Augustinho Teixeira

Personal information
- Born: 1 March 2005 (age 21) Ushuaia, Argentina

Sport
- Country: Brazil
- Sport: Snowboarding

= Augustinho Teixeira =

Brazilian snowboarder (born 2005)

Augustinho Teixeira , born 1 March 2005, in Ushuaia, Argentina is a snowboarder from Brazil. Teixeira grew up in Brazil. Later, his family moved with him to Canada to further his athletic career. He made his international competition debut on 11 September 2018, at a FIS competition in Corralco, Chile. Initially, he competed in Big Air and Slopestyle, but from 2022 onward, he increasingly focused on the halfpipe.

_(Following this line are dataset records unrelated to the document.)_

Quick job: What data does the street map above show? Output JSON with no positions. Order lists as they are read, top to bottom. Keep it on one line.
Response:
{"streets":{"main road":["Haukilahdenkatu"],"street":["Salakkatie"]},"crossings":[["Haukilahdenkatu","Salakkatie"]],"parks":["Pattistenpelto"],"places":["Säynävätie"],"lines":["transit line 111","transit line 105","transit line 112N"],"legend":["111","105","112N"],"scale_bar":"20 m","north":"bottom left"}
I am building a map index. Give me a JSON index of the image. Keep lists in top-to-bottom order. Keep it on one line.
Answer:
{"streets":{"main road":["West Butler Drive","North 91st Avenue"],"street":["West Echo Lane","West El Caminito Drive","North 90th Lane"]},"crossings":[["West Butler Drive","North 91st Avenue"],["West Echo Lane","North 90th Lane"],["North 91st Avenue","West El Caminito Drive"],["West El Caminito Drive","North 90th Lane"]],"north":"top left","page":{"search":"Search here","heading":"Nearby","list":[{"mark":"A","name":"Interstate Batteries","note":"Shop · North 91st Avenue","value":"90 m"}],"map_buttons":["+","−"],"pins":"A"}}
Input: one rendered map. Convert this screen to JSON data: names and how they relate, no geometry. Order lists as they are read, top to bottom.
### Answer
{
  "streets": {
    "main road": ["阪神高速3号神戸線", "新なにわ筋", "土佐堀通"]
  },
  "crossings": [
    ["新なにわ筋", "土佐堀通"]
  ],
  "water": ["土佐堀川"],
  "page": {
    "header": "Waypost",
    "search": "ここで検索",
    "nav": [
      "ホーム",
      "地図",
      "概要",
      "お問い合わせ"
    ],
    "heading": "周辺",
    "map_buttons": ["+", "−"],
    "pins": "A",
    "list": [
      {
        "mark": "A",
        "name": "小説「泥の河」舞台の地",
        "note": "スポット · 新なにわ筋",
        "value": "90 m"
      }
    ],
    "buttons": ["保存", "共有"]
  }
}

Teixeira competed in his first major international event in March 2021 at the FIS Snowboarding World Championships in Aspen, Colorado. His best result there was 24th place in the halfpipe.

On 11 December 2021, Teixeira made his World Cup debut at the World Cup in Copper Mountain, Colorado, where he finished 30th .

Teixeira's best World Cup result to date was 15th place in Calgary on 21 February 2025.

On 2 April 2025, Teixeira won his first competition at the continental level in Kitzsteinhorn, Austria.

He participated at the 2026 Olympic Winter Games in Milano Cortina. In the men's halfpipe, he finished in 19th place.